Buffett Taps Lee Enterprises to Manage Many Berkshire Newspapers
Warren Buffett, CEO of Berkshire Hathaway Inc, pauses while playing bridge as part of the company annual meeting weekend in Omaha, Nebraska on May 6, 2018. (REUTERS/Rick Wilking)
Reuters
6/26/2018
Updated:
6/26/2018

Warren Buffett’s Berkshire Hathaway Inc. has hired Lee Enterprises Inc to manage its newspaper and digital operations in 30 markets, hoping to boost readership and draw more advertisers as print circulation declines.

Berkshire said on Tuesday it will continue to own BH Media Group, which consists of 30 daily newspapers, including its hometown Omaha World-Herald in Nebraska, and 47 weekly newspapers.

Under a five-year agreement, Lee will be paid $5 million annually plus a share of profits, with strategic decisions to be made jointly. It takes effect on July 2. BH Media will retain editorial control. Berkshire had invested in Lee in the past.

“I love our newspapers and am passionate about the vital role they serve in our communities,” Buffett said in a statement. “Although the challenges in publishing are clear, I believe we can benefit by joining efforts.”

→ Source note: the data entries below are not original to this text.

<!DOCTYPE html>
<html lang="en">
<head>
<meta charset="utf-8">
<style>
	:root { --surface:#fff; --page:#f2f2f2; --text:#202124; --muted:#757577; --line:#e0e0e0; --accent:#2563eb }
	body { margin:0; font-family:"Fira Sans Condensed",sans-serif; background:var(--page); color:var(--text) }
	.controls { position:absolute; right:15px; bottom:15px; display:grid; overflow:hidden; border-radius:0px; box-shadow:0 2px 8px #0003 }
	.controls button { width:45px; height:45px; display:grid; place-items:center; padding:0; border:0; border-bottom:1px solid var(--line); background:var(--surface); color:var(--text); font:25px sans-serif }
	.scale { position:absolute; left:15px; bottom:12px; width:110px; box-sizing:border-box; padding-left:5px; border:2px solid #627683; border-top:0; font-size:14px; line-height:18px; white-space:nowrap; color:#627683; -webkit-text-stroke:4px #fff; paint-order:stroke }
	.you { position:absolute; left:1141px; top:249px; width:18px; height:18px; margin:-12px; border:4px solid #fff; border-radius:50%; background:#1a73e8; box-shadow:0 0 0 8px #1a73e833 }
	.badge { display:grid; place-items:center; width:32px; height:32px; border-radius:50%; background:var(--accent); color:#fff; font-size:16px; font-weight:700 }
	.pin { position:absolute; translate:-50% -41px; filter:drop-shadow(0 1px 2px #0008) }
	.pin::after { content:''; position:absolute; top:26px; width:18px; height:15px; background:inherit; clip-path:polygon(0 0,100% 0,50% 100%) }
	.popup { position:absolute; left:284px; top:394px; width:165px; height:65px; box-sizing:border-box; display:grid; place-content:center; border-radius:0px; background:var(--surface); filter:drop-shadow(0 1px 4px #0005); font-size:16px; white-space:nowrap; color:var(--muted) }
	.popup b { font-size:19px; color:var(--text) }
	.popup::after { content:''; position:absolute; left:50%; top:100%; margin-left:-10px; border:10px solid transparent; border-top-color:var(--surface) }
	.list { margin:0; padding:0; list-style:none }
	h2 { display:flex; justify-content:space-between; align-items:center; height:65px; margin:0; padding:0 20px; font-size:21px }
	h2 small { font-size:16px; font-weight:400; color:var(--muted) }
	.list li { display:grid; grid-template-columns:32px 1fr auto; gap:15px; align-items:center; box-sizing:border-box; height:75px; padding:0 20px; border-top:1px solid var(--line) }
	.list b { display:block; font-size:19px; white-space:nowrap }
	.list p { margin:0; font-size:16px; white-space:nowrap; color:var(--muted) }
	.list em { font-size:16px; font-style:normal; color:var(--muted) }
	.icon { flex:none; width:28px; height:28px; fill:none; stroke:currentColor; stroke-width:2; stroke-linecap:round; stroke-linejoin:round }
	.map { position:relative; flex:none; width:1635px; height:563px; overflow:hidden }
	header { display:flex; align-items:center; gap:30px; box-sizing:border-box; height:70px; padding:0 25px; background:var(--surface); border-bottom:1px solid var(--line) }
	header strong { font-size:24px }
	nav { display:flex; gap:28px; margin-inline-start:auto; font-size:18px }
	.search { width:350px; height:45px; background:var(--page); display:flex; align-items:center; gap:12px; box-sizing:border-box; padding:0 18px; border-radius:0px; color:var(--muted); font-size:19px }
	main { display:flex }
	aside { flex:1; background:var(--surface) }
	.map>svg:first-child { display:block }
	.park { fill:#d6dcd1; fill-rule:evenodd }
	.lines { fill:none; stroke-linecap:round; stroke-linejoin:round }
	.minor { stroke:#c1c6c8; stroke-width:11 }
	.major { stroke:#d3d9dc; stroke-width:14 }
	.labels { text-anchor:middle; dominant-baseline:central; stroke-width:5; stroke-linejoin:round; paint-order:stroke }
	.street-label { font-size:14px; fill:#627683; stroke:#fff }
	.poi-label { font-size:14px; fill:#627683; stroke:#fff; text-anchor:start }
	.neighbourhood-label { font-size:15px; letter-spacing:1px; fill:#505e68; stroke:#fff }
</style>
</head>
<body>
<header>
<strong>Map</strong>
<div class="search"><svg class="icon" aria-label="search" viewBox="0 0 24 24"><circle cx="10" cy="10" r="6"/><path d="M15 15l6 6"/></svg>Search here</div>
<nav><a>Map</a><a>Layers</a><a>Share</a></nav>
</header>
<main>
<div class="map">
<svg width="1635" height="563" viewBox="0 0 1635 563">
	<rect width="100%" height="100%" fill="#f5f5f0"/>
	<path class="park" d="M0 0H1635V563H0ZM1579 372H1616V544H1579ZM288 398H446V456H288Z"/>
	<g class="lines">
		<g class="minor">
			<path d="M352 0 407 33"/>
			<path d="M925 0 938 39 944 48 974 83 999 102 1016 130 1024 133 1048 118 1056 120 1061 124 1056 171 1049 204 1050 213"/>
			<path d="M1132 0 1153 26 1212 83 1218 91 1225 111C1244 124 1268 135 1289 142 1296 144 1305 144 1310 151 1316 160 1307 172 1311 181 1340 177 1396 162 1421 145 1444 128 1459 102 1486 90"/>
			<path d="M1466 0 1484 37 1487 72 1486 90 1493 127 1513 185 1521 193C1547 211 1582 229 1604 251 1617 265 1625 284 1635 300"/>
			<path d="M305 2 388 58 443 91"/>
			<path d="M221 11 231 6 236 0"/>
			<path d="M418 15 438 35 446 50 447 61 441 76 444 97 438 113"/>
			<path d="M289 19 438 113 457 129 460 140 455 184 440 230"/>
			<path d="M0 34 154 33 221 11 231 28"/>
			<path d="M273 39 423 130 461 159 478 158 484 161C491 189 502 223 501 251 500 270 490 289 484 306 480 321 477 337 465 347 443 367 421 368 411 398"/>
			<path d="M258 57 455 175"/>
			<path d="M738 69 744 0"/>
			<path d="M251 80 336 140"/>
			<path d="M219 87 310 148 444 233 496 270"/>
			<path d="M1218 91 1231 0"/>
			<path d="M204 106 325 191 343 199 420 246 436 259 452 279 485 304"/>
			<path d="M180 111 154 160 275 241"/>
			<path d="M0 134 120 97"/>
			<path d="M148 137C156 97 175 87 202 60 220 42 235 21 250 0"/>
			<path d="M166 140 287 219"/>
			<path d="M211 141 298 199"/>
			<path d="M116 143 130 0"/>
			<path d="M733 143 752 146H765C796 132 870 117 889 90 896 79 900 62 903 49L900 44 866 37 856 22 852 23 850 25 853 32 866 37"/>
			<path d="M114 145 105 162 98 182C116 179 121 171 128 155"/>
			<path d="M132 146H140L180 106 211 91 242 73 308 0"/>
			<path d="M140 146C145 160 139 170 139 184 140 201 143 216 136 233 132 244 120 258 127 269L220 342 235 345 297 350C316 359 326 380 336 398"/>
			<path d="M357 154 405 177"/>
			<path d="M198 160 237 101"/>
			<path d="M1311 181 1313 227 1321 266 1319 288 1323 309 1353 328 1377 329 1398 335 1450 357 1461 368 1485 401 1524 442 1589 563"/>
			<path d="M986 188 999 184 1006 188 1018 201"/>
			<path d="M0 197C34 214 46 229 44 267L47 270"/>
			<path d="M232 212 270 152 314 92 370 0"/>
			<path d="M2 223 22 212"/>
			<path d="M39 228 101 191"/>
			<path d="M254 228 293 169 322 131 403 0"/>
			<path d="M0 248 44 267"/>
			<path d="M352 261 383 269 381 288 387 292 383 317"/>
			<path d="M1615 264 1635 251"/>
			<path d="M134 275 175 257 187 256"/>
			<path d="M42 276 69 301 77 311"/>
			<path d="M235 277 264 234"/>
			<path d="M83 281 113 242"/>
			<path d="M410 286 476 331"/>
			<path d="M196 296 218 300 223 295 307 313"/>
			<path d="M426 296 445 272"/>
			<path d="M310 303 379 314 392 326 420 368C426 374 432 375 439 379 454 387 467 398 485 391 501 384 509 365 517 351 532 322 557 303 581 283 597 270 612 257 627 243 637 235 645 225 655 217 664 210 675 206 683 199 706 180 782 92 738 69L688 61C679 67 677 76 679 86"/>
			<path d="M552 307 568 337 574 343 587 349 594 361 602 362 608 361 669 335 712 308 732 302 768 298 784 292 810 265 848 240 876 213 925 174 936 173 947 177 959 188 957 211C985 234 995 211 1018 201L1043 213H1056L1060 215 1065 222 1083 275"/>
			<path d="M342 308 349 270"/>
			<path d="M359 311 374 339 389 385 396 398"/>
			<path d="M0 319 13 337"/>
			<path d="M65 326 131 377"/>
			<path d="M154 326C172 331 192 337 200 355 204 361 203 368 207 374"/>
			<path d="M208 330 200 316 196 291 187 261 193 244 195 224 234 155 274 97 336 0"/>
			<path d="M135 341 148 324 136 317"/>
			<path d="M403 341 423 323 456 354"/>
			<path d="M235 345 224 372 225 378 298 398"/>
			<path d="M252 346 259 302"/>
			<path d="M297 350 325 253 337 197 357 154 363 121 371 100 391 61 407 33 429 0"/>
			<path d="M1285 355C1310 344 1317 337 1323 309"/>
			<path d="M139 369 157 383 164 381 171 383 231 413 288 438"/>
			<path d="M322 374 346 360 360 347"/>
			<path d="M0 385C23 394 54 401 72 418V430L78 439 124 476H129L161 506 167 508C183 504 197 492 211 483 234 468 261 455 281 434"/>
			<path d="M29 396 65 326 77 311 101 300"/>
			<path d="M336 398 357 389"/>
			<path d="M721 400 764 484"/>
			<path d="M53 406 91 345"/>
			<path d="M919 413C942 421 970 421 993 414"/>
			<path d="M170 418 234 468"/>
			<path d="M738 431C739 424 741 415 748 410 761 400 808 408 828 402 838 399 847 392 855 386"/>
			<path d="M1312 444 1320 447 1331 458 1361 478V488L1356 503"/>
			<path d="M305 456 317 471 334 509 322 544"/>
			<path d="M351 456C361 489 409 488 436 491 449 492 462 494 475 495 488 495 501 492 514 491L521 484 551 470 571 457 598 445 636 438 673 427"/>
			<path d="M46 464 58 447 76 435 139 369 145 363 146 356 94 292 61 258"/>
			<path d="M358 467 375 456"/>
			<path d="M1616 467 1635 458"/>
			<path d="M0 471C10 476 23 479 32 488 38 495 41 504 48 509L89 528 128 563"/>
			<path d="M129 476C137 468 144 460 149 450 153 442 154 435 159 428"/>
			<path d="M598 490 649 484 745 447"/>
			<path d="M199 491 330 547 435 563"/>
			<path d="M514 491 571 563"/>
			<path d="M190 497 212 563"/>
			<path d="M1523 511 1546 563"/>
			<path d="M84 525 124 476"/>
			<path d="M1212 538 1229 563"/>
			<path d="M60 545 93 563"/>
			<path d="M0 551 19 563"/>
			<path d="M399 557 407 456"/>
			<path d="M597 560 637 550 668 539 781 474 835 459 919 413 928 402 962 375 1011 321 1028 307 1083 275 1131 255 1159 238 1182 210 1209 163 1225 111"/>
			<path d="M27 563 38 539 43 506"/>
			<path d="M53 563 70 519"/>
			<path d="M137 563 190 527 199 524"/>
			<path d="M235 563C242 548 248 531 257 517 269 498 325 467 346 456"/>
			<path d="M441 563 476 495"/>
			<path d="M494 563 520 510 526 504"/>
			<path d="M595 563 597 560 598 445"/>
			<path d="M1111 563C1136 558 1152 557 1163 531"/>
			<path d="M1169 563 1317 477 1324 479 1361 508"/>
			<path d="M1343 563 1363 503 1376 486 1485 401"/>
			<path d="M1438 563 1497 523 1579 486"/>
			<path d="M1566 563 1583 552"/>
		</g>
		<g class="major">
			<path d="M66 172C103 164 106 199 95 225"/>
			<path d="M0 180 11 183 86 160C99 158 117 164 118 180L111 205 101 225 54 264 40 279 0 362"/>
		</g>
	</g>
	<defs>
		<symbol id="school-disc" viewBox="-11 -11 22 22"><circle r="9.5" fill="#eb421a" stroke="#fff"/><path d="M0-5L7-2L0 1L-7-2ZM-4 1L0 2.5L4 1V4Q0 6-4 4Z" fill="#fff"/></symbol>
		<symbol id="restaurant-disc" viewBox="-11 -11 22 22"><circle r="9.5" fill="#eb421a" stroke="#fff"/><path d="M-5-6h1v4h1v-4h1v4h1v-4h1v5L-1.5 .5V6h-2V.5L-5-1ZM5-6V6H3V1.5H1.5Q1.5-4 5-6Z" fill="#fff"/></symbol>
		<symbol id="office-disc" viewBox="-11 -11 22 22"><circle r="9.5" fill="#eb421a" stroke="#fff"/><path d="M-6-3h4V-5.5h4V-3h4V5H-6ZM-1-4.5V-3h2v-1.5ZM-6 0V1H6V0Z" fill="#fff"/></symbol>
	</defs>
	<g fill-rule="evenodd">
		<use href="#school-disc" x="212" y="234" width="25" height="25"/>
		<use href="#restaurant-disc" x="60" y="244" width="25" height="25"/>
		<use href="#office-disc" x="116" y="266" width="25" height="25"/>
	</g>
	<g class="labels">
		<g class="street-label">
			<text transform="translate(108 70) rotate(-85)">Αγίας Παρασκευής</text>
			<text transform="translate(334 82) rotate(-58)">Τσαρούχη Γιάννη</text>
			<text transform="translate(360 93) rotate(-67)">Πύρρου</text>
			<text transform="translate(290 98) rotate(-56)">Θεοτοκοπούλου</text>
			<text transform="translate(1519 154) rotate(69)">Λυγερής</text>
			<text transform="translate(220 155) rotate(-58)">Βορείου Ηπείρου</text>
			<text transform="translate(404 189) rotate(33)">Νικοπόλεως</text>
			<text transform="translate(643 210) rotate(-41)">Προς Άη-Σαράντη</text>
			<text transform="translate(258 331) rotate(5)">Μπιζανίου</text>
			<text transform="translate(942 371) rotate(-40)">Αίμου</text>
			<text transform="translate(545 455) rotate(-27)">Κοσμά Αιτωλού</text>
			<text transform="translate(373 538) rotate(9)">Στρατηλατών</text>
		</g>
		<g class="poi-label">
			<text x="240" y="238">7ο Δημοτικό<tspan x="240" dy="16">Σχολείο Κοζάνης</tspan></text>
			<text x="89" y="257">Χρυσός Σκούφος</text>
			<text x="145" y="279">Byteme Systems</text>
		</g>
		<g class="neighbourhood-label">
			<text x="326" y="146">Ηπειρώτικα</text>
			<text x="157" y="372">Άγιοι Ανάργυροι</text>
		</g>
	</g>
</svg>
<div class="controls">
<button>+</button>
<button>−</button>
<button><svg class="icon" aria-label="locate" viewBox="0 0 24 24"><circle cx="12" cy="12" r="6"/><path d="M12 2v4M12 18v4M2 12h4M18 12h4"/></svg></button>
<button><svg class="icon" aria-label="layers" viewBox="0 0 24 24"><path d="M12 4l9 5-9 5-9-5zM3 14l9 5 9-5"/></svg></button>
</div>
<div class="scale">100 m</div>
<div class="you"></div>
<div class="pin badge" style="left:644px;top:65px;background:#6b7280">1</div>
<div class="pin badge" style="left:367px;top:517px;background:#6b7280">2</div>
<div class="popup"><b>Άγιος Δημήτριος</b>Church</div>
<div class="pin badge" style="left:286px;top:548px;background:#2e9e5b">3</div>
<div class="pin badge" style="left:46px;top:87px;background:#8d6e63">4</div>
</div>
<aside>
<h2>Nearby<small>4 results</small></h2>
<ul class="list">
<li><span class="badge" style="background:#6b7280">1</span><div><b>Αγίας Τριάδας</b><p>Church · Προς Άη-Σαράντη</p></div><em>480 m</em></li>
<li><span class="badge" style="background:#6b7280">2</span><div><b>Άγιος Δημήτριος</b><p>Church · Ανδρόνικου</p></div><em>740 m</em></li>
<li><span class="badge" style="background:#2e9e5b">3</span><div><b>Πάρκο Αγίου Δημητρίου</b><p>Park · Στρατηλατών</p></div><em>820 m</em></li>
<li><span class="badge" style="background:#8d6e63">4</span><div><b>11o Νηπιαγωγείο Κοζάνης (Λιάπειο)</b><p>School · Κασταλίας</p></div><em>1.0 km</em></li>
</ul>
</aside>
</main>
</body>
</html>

Lee shares rose 50 cents, or 20.8 percent, to $2.90 in early morning trading.

The Davenport, Iowa-based company said it has 46 daily newspapers and nearly 300 specialty publications in 21 U.S. states.

Newspapers are a small part of Berkshire, which owns more than 90 companies in the chemical, energy, food, insurance, railroad and other sectors, and whose investments include Apple Inc , Coca-Cola Co  and Wells Fargo & Co .

Print circulation fell in 2017 at all but one of Berkshire’s daily newspapers, which also include the Richmond Times-Dispatch in Virginia and Tulsa World in Oklahoma. A round of job cuts was announced in March.

Buffett lamented at Berkshire’s annual meeting on May 5 that only the Wall Street Journal, the New York Times and perhaps the Washington Post had found digital models to overcome declines in print ad revenue.

Berkshire was a major investor in the former Washington Post Co, and Buffett sat on its board between 1974 and 2011, with a hiatus when he was a director at Capital Cities/ABC Inc.

Tuesday’s agreement excludes the Buffalo News in western New York state, a newspaper that Berkshire bought in 1977.